From the start, we have had deep concerns about the parental notification provision in the abortion-rights bill the Senate passed Tuesday. Although we most assuredly encourage the concept of teen-agers seeking advice from parents on an issue as serious as whether to carry a pregnancy to term, we maintain that a female who is old enough to decide to engage in behavior which results in pregnancy should have the right to decide to terminate that pregnancy as well.
This conflict haunts the abortion-rights bill that is now before the House. The anti-choice contingent has all but lost its political muscle; the real political contest now will be fought between the purists, who insist on a "clean" codification of Roe vs. Wade, and those who believe the Senate-passed bill is the best possible legislation that will ever emerge from the General Assembly.

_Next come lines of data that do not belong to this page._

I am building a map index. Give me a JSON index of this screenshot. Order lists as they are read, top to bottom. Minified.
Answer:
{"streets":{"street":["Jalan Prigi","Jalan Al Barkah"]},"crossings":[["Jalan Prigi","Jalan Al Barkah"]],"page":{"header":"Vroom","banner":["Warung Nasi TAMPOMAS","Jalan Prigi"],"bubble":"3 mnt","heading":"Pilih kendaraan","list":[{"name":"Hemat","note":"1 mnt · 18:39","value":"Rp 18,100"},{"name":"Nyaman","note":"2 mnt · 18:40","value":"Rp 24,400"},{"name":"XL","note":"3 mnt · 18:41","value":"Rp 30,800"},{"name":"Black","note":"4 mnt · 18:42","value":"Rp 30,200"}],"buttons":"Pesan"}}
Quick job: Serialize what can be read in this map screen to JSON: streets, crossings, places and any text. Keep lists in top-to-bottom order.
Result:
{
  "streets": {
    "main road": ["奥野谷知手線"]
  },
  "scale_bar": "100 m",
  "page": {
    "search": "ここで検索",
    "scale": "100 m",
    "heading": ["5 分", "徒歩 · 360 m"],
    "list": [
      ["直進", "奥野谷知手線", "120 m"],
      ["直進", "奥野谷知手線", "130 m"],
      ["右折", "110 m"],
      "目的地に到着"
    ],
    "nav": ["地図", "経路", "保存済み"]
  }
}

This is one of those rare instances in which both sides are right. Any abortion-rights law must ensure access for young women. Nonetheless, it is clear that an abortion rights bill can only garner enough political support if it includes a notification provision. So the question is whether the requirement is broad enough to give teen-agers a real choice. Under the Senate bill, a minor would not have to notify a parent if her doctor determined that she was capable of giving informed consent, or if notification would not be in her best interest. That seems to be a wide enough loophole so that an enlightened medical community and an intensive public information campaign would in fact offer decision-making autonomy to those teen-agers who want or need it.
This is not an ideal bill from our perspective. But any amendments the House tacks on now will merely send the legislation back to the Senate, where President Mike Miller has vowed it will die. With the liberties Roe guarantees hanging by a tenuous judicial thread, we urge the House to pass this bill so Maryland can finally have on its books a law that protects the right of women to choose whether, and when, to have children.